Action item: From the line with "const path = new Path2D();" to the line with "ctx.rotate((+turn || 0) * Math.PI / 180);", retype every line exactly, including those two, and leave out the rest of the data below.

Supplied data:
════════════════
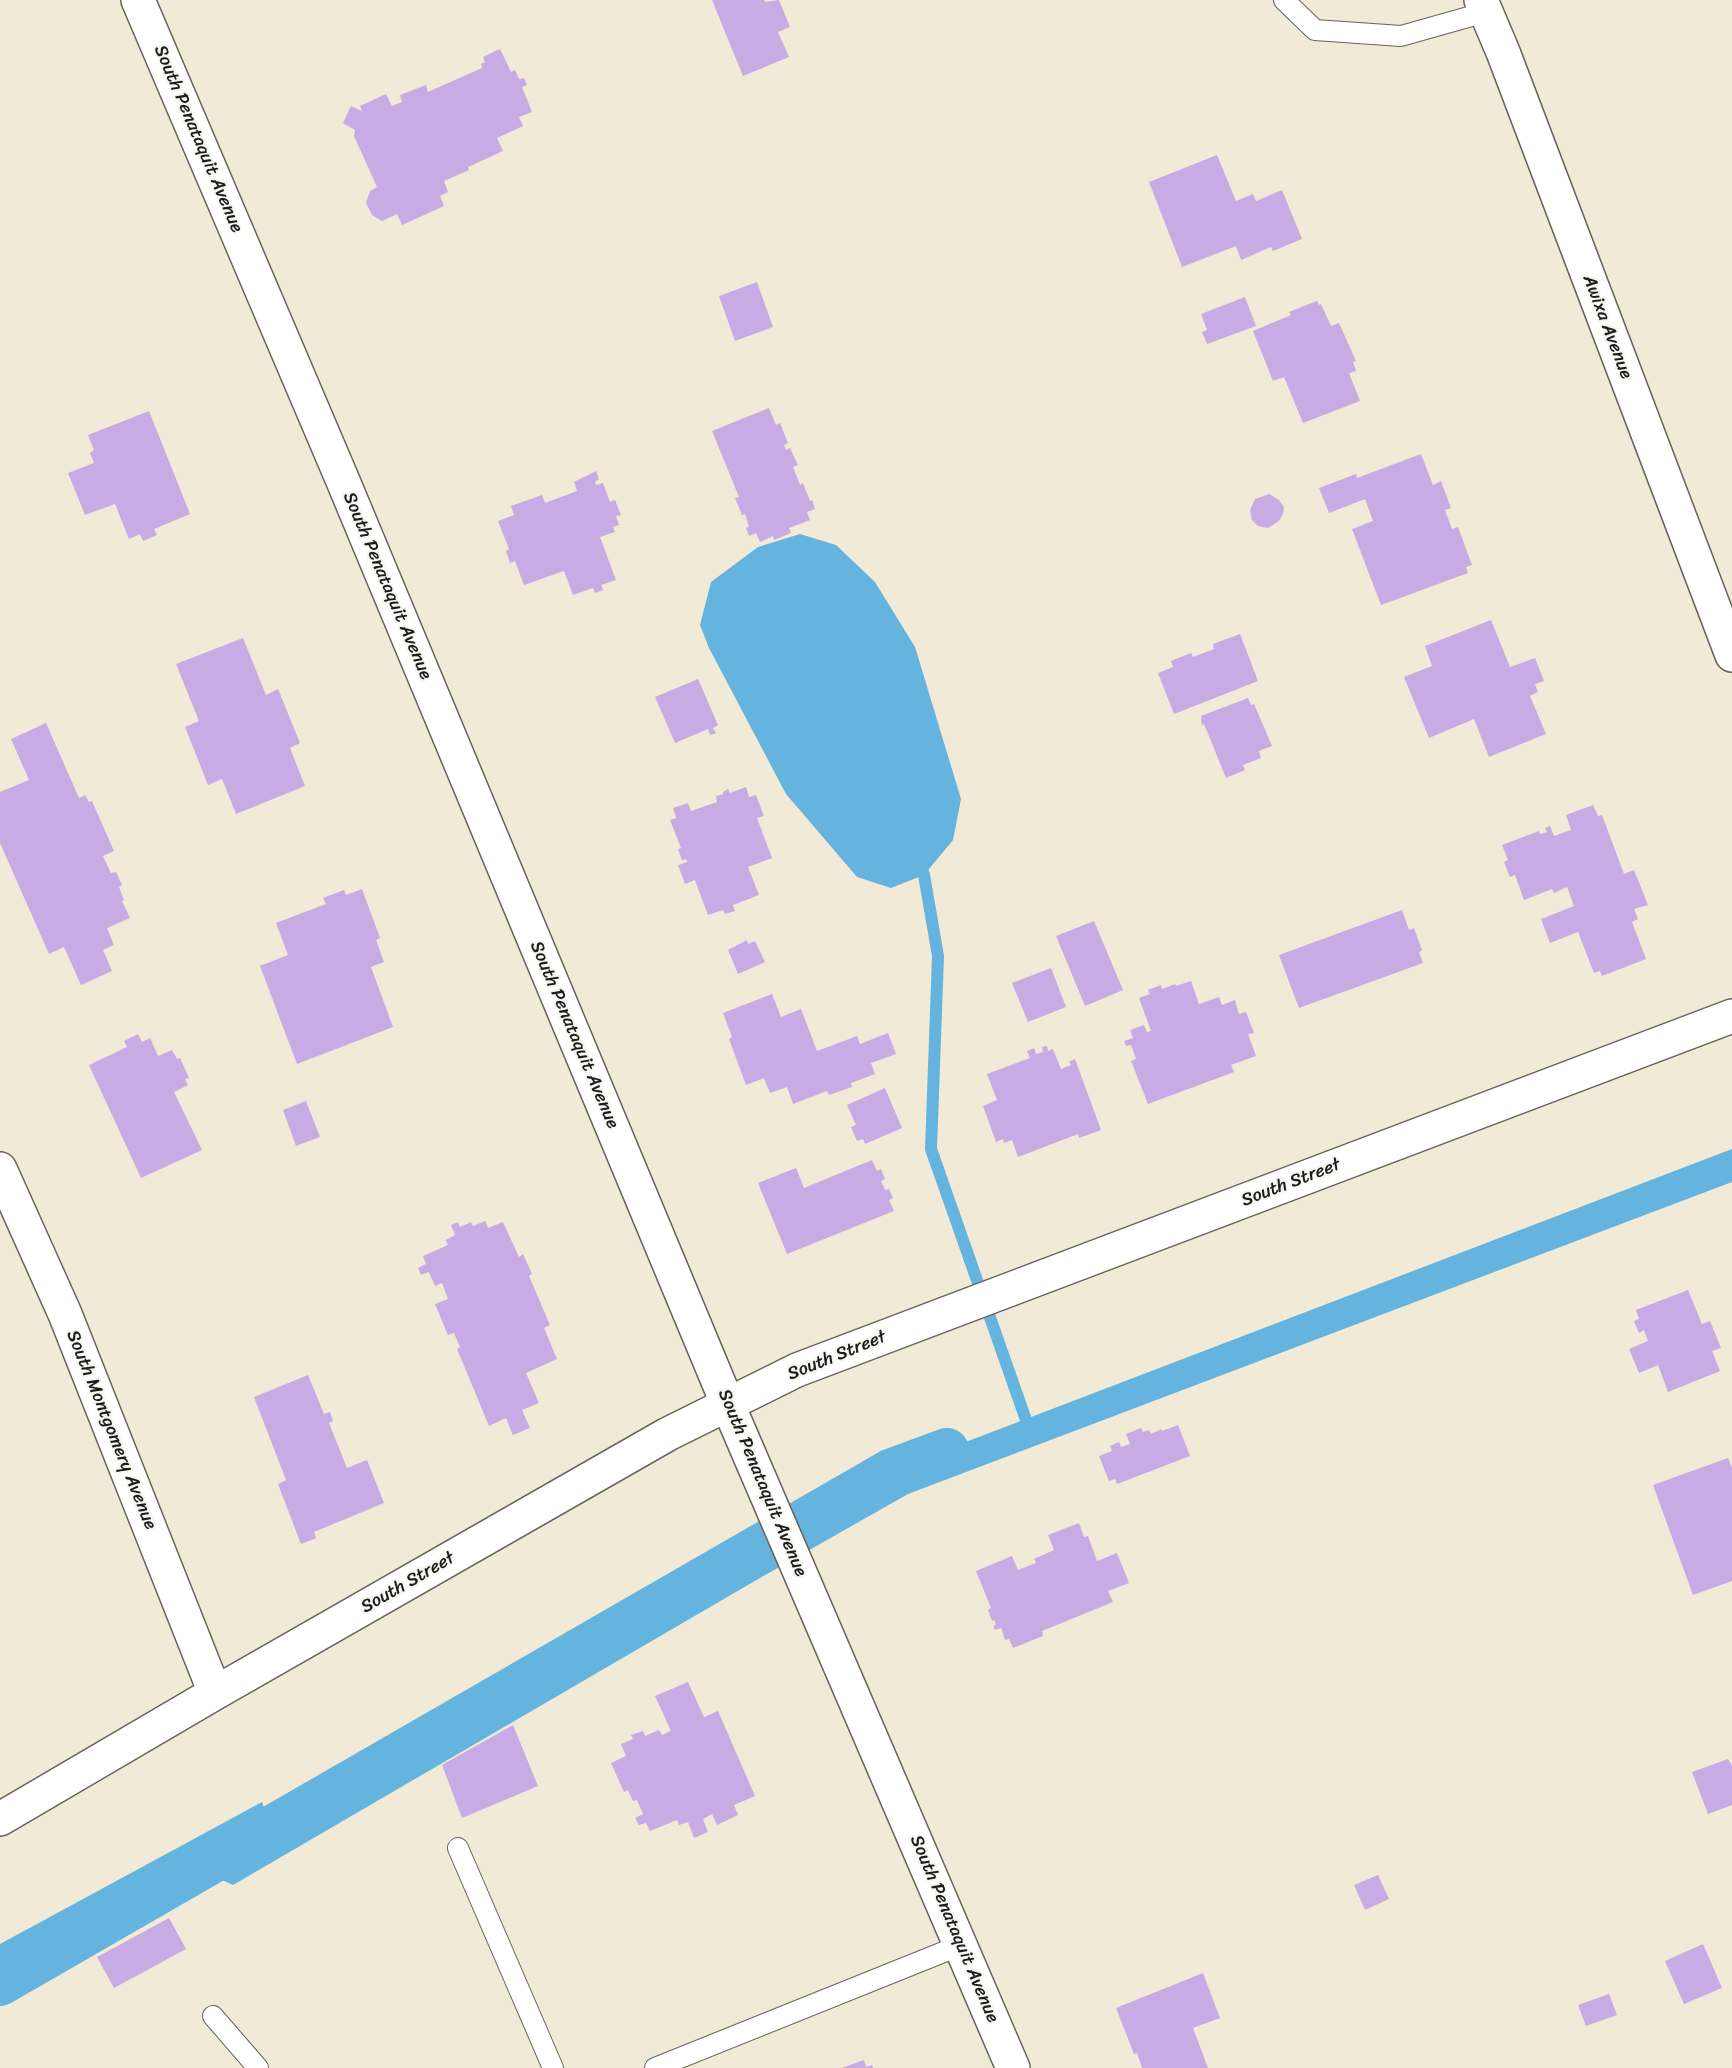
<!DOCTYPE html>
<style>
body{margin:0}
canvas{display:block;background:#f1ead6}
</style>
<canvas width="1732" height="2068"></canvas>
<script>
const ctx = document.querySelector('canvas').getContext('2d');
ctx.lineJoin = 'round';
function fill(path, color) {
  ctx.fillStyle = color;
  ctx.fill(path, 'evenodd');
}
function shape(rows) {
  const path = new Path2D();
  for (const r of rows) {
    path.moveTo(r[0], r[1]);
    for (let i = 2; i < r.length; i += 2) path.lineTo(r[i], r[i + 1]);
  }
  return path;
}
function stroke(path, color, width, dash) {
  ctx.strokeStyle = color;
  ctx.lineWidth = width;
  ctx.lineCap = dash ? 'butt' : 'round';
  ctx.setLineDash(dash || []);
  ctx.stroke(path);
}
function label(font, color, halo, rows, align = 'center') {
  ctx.font = font + ' Sriracha,sans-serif';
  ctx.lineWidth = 4.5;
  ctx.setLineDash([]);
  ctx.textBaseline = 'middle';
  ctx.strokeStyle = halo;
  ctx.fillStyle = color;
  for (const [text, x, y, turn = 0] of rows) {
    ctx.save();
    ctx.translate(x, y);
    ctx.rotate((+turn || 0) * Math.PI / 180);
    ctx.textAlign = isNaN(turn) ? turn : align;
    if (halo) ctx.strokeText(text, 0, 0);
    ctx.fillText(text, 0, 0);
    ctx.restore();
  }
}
const water = shape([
 [800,534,836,545,875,582,915,647,961,799,953,840,924,875,891,888,857,877,786,794,709,648,700,625,711,582,758,547],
 [1732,1149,1732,1182,908,1494,753,1582,233,1885,189,1865,0,1973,0,1944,262,1802,273,1834,882,1474]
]);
const stream = shape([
 [918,860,924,875,938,956,931,1149,1026,1420]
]);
const canal = shape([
 [0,1984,890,1471,947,1450]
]);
const building = shape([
 [712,0,764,0,765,2,779,0,790,27,778,32,789,57,743,76],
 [500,49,511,72,515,70,519,79,524,78,527,85,522,87,532,112,519,117,523,126,497,138,503,151,468,167,469,170,444,181,448,192,440,196,444,206,402,225,397,214,382,221,372,215,366,203,370,191,377,187,354,136,355,130,343,123,351,106,362,111,360,106,386,94,392,106,402,102,400,95,426,85,428,92,482,68,481,64,485,62,483,57],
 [1217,155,1236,201,1253,194,1256,201,1282,190,1302,239,1273,251,1271,247,1241,260,1236,246,1182,267,1149,182],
 [757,282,773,327,735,341,719,296],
 [1245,297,1256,326,1207,344,1202,332,1207,330,1201,314],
 [1317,301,1319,305,1321,304,1331,326,1339,323,1356,361,1353,362,1356,371,1349,373,1360,401,1303,423,1284,377,1273,381,1253,331,1291,315,1289,312],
 [769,408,776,425,780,423,788,443,784,445,786,450,790,448,798,465,793,467,800,485,803,483,810,501,812,500,815,509,807,512,810,520,789,528,791,533,774,540,773,536,760,542,756,533,749,536,746,528,749,527,745,514,742,515,735,498,739,497,712,431],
 [149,411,190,514,154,529,157,535,143,541,140,534,129,539,115,504,85,515,68,473,94,463,90,453,94,450,88,435],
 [1421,454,1433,485,1441,481,1451,508,1445,510,1452,529,1458,527,1472,565,1466,567,1468,573,1381,605,1352,529,1373,521,1365,499,1329,513,1319,488,1356,474,1357,478],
 [596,471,599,480,595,481,596,485,603,483,610,502,615,500,621,515,616,516,619,525,613,527,615,532,600,537,616,580,601,585,603,590,595,593,593,588,573,595,564,571,524,585,515,561,510,563,506,551,509,549,498,521,514,515,511,506,542,495,545,503,577,491,574,482],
 [1269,494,1279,500,1284,507,1283,514,1279,521,1268,528,1258,526,1252,520,1250,510,1255,499],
 [1491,620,1510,667,1535,658,1544,681,1535,684,1538,692,1530,696,1546,734,1489,757,1474,719,1429,738,1404,677,1432,666,1425,646],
 [1240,634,1258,681,1174,714,1158,673,1173,667,1171,661,1191,653,1193,657,1214,649,1213,644],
 [243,638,266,695,278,689,300,743,290,748,305,786,236,814,222,779,208,785,185,727,199,721,176,664],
 [698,679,718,725,713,728,716,733,710,735,708,729,675,743,655,697],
 [1248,698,1251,705,1254,704,1272,746,1259,751,1261,758,1243,765,1245,770,1226,778,1204,724,1202,726,1201,716],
 [46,723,79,798,85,795,89,802,92,801,114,851,103,856,111,873,116,872,122,885,119,887,124,900,122,901,130,918,107,928,114,945,103,950,112,971,81,985,64,947,49,954,0,843,0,792,29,780,11,739],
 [746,787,749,797,756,795,764,816,757,818,772,858,748,867,759,895,733,905,735,911,725,914,723,910,708,915,695,880,685,884,678,865,687,862,686,859,682,860,678,849,681,848,670,820,676,818,673,808,688,803,691,811,717,802,716,796,723,794,723,792,728,789,730,793],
 [1593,805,1598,816,1602,815,1624,874,1634,870,1648,905,1634,909,1638,919,1632,922,1646,959,1602,976,1600,971,1594,973,1578,932,1550,943,1541,919,1574,906,1567,887,1554,893,1552,889,1524,900,1515,875,1510,877,1504,862,1508,860,1502,845,1539,831,1540,834,1547,832,1545,828,1550,826,1554,836,1571,830,1566,815],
 [362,889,380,938,376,940,384,962,371,967,393,1027,297,1064,260,966,288,955,276,923,326,904,323,898,344,890,346,895],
 [1402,910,1409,930,1414,928,1422,950,1419,952,1423,963,1299,1008,1279,955],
 [1094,921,1123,990,1085,1006,1056,936],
 [747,940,748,944,755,941,765,962,738,974,728,950],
 [1051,968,1066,1007,1028,1022,1012,983],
 [1191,981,1199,1004,1219,997,1222,1005,1235,1000,1239,1014,1246,1012,1254,1033,1248,1034,1256,1056,1231,1065,1234,1072,1148,1104,1131,1061,1136,1059,1131,1045,1126,1046,1124,1041,1133,1038,1130,1030,1144,1025,1147,1032,1151,1031,1139,998,1150,994,1148,990,1161,985,1162,989,1175,984,1176,986],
 [772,994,781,1017,801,1009,817,1051,857,1036,860,1044,888,1033,896,1054,871,1063,875,1074,851,1083,852,1087,829,1095,827,1091,793,1104,787,1087,770,1093,764,1078,746,1085,729,1039,732,1037,723,1013],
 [138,1034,142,1042,150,1038,158,1056,172,1050,177,1059,180,1058,189,1078,185,1079,188,1085,174,1092,202,1150,141,1178,89,1065,127,1047,124,1041],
 [1047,1046,1048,1051,1053,1049,1061,1069,1071,1065,1069,1062,1075,1059,1101,1130,1079,1138,1078,1134,1018,1157,1012,1140,1004,1143,1003,1139,996,1142,983,1106,997,1100,987,1074,1030,1058,1027,1051,1034,1048,1036,1054,1043,1052,1042,1047],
 [885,1088,902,1128,865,1144,863,1139,857,1141,851,1127,856,1125,847,1105],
 [306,1101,320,1137,296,1146,283,1110],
 [872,1160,877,1171,881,1169,885,1179,881,1181,885,1190,889,1189,893,1198,889,1200,894,1211,787,1254,758,1183,796,1168,804,1188],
 [485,1221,488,1228,503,1222,519,1257,523,1254,532,1274,529,1276,550,1325,544,1328,557,1359,526,1373,539,1403,522,1410,530,1428,513,1435,506,1418,489,1426,457,1349,460,1347,454,1333,448,1335,435,1304,448,1299,442,1283,435,1286,429,1272,421,1275,418,1268,426,1264,423,1256,448,1245,446,1240,455,1235,451,1225,458,1222,460,1227,471,1222,473,1226],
 [1688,1290,1702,1324,1710,1321,1721,1348,1712,1351,1720,1371,1668,1392,1658,1365,1639,1373,1629,1349,1648,1341,1644,1330,1639,1333,1634,1321,1639,1319,1636,1310],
 [308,1375,324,1414,330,1412,333,1421,329,1423,347,1468,367,1460,384,1503,314,1532,316,1538,301,1544,278,1484,286,1480,254,1397],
 [1178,1425,1190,1456,1117,1484,1115,1479,1109,1481,1099,1456,1112,1451,1110,1446,1119,1442,1121,1447,1130,1444,1126,1434,1141,1428,1143,1432,1149,1430,1151,1434,1161,1429,1162,1431],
 [1728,1458,1732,1468,1732,1581,1693,1595,1653,1485],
 [1079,1523,1084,1537,1088,1536,1097,1561,1117,1553,1129,1583,1108,1591,1113,1602,1042,1631,1043,1636,1013,1648,1009,1639,1005,1640,1001,1628,995,1630,993,1626,996,1625,994,1620,992,1621,988,1610,991,1608,976,1571,1012,1556,1018,1570,1036,1563,1034,1559,1054,1550,1048,1535],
 [688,1682,704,1717,718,1711,755,1796,734,1805,738,1815,717,1825,712,1814,703,1819,708,1832,694,1838,688,1822,679,1825,677,1820,650,1831,646,1823,639,1825,635,1818,643,1814,637,1800,633,1801,628,1790,624,1792,611,1763,626,1756,621,1744,633,1739,631,1735,643,1731,645,1736,659,1730,662,1735,671,1731,655,1696],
 [513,1725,538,1786,462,1818,442,1765],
 [1728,1759,1732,1766,1732,1805,1708,1814,1692,1772],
 [1378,1875,1389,1899,1365,1910,1354,1885],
 [169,1918,186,1949,114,1988,97,1957],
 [1703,1944,1722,1988,1684,2004,1665,1961],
 [1203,1973,1220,2018,1193,2028,1208,2068,1142,2068,1137,2053,1134,2054,1116,2008],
 [1609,1994,1617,2015,1586,2026,1578,2005],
 [864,2060,866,2067,872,2065,873,2068,842,2068]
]);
const service = shape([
 [1284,0,1315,30,1401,36,1486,12],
 [458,1848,553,2068],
 [213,2016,258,2068],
 [655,2068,961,1945]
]);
const minor = shape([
 [138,0,343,481,728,1405,1013,2068],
 [1481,0,1503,52,1732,655],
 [0,1169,65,1314,215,1693],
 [0,1819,215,1693,668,1434,797,1370,1732,1016]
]);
const streetNames = [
 ["South Penataquit Avenue",198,139,67],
 ["Awixa Avenue",1607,327,69],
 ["South Penataquit Avenue",387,586,67],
 ["South Penataquit Avenue",574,1035,67],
 ["South Street",1291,1183,-21],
 ["South Street",837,1356,-22],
 ["South Montgomery Avenue",111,1430,68],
 ["South Penataquit Avenue",762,1483,67],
 ["South Street",408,1583,-30],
 ["South Penataquit Avenue",954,1929,67]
];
fill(water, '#65b4df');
stroke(stream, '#65b4df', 12);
stroke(canal, '#65b4df', 44);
fill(building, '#c7abe4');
stroke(service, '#67645d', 22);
stroke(minor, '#67645d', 36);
stroke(service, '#fff', 20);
stroke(minor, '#fff', 33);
label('18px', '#1c1c1c', '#f6f6f2', streetNames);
</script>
════════════════
Response for this exercise:
  const path = new Path2D();
  for (const r of rows) {
    path.moveTo(r[0], r[1]);
    for (let i = 2; i < r.length; i += 2) path.lineTo(r[i], r[i + 1]);
  }
  return path;
}
function stroke(path, color, width, dash) {
  ctx.strokeStyle = color;
  ctx.lineWidth = width;
  ctx.lineCap = dash ? 'butt' : 'round';
  ctx.setLineDash(dash || []);
  ctx.stroke(path);
}
function label(font, color, halo, rows, align = 'center') {
  ctx.font = font + ' Sriracha,sans-serif';
  ctx.lineWidth = 4.5;
  ctx.setLineDash([]);
  ctx.textBaseline = 'middle';
  ctx.strokeStyle = halo;
  ctx.fillStyle = color;
  for (const [text, x, y, turn = 0] of rows) {
    ctx.save();
    ctx.translate(x, y);
    ctx.rotate((+turn || 0) * Math.PI / 180);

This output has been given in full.